[Collection entries]

◇ ◇ ◇ ◇ ◇

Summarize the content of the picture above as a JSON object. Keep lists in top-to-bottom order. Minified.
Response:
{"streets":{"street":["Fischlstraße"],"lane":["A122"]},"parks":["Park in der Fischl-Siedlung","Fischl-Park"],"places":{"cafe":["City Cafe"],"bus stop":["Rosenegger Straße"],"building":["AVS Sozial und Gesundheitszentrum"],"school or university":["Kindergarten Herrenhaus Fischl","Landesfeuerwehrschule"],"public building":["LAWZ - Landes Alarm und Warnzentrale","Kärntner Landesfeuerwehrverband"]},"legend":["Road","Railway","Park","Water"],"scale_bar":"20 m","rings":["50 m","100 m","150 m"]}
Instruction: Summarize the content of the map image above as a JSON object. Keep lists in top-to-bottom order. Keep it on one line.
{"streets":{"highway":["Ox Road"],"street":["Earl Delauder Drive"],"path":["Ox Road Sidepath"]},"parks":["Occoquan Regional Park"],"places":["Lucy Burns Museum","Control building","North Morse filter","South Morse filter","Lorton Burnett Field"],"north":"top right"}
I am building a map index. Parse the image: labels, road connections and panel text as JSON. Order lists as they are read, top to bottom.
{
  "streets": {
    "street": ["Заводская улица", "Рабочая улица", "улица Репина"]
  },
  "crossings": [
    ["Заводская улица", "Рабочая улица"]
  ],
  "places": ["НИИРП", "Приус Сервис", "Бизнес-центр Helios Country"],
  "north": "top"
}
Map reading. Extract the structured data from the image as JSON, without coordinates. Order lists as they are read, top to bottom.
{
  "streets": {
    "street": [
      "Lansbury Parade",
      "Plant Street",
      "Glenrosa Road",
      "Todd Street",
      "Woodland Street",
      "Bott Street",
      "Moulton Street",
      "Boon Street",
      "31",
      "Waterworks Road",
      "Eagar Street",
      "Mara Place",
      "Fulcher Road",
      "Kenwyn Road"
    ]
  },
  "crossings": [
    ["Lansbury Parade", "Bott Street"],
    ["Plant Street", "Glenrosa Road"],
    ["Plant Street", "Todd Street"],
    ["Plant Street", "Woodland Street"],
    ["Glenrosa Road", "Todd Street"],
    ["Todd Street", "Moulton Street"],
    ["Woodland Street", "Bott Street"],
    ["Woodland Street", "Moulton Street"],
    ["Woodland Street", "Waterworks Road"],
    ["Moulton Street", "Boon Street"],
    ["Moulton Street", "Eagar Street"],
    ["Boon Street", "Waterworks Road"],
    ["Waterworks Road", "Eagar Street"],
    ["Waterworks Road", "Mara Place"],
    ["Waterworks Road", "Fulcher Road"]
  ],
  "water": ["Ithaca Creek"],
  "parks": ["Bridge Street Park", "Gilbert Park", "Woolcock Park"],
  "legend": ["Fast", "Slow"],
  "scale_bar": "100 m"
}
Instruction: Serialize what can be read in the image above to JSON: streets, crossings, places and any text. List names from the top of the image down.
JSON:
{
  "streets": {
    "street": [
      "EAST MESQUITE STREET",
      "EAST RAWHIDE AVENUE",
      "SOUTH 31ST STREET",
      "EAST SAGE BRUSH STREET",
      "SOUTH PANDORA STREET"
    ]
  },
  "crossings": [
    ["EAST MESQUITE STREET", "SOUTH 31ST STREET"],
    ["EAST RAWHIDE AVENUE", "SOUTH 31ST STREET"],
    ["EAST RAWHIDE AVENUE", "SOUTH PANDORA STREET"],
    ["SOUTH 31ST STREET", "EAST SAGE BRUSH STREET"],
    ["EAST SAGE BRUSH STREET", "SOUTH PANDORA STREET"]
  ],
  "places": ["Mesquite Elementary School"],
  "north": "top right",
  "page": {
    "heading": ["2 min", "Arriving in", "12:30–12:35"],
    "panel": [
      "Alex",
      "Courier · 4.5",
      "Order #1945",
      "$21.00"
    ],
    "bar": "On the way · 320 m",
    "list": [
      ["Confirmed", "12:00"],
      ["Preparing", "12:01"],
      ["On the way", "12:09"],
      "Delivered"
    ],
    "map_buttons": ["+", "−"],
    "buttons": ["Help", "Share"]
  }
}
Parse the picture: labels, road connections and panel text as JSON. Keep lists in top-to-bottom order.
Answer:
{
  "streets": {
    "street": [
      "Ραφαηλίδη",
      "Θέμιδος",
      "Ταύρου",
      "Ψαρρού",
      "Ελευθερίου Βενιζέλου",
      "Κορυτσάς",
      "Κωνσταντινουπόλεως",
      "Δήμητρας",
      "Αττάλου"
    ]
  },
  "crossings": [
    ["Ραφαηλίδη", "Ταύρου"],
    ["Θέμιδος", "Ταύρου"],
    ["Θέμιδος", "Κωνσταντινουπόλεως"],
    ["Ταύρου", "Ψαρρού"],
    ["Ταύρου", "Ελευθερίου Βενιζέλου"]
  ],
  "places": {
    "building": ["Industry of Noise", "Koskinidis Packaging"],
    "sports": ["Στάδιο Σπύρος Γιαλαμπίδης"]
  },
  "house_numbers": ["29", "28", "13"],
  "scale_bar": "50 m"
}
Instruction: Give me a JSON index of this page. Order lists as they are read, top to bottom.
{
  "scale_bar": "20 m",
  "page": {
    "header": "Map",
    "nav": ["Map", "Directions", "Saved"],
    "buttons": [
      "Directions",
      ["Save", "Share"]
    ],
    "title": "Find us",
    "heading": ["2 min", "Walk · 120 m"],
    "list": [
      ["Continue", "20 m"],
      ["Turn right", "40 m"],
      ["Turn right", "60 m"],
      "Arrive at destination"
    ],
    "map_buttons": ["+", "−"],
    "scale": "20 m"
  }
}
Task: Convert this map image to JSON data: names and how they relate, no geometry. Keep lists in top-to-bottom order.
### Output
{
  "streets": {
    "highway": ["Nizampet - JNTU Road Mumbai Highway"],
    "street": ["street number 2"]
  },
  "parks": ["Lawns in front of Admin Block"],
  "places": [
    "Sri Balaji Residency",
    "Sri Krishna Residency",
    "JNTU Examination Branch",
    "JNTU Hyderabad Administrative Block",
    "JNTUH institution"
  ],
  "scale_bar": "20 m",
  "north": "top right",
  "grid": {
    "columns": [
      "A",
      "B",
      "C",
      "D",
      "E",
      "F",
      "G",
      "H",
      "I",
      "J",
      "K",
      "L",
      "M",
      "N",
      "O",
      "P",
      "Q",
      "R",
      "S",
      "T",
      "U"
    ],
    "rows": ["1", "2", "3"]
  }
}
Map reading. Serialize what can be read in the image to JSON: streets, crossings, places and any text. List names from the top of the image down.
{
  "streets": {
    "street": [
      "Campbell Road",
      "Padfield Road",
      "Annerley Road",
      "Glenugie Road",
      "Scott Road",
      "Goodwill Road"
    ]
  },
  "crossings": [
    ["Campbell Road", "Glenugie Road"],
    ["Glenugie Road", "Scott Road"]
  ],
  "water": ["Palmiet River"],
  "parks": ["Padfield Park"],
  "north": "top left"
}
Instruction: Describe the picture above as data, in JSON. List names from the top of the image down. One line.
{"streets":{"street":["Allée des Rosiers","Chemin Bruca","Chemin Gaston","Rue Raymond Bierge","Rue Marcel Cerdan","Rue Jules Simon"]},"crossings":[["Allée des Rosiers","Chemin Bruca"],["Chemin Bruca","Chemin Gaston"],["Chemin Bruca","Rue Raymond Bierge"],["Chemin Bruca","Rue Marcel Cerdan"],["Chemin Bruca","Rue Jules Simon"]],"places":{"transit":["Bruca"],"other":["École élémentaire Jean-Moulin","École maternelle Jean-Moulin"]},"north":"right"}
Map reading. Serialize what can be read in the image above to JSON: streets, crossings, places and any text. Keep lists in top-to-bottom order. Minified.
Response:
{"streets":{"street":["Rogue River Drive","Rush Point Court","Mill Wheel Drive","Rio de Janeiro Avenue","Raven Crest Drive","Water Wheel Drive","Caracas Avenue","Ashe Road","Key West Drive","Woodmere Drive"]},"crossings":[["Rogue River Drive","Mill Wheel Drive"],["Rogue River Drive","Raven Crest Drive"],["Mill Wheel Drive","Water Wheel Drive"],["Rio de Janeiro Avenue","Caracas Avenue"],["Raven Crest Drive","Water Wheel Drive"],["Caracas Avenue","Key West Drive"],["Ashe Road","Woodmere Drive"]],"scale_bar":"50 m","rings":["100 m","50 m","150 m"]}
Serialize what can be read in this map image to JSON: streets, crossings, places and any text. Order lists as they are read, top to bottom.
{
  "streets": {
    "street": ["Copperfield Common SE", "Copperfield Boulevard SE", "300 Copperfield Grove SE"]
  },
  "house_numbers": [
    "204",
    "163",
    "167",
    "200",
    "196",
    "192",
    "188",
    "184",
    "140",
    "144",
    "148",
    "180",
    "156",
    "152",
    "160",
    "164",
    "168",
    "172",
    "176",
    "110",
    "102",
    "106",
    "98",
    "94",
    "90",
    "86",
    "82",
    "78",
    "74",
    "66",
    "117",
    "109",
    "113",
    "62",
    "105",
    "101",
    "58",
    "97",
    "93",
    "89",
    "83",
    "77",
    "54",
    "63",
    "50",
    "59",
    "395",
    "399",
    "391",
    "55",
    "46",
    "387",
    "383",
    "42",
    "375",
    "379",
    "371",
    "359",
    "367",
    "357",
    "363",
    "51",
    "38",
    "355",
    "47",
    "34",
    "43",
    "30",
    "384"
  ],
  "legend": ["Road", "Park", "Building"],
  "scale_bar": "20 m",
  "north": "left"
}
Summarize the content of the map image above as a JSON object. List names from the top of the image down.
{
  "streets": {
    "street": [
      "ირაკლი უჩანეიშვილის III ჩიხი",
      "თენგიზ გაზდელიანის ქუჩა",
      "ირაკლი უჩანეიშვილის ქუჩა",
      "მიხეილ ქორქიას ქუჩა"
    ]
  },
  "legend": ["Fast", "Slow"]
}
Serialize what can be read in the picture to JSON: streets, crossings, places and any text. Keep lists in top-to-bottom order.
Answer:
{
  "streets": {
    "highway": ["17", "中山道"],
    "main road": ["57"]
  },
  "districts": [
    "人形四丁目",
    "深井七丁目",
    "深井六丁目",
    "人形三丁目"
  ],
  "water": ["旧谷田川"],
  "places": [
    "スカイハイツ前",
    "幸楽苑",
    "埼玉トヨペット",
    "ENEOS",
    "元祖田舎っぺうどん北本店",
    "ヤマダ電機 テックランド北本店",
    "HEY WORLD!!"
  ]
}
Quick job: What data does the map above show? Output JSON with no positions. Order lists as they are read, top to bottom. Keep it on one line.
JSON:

◇ ◇ ◇ ◇ ◇

INSTRUCTIONS TO FOLLOW:
Go to the line holding "Serialize what can be read in the picture" in the entries above and return it, along with every line after it, exactly as written.

SOLUTION BELOW:
Serialize what can be read in the picture to JSON: streets, crossings, places and any text. Keep lists in top-to-bottom order.
Answer:
{
  "streets": {
    "highway": ["17", "中山道"],
    "main road": ["57"]
  },
  "districts": [
    "人形四丁目",
    "深井七丁目",
    "深井六丁目",
    "人形三丁目"
  ],
  "water": ["旧谷田川"],
  "places": [
    "スカイハイツ前",
    "幸楽苑",
    "埼玉トヨペット",
    "ENEOS",
    "元祖田舎っぺうどん北本店",
    "ヤマダ電機 テックランド北本店",
    "HEY WORLD!!"
  ]
}
Quick job: What data does the map above show? Output JSON with no positions. Order lists as they are read, top to bottom. Keep it on one line.
JSON:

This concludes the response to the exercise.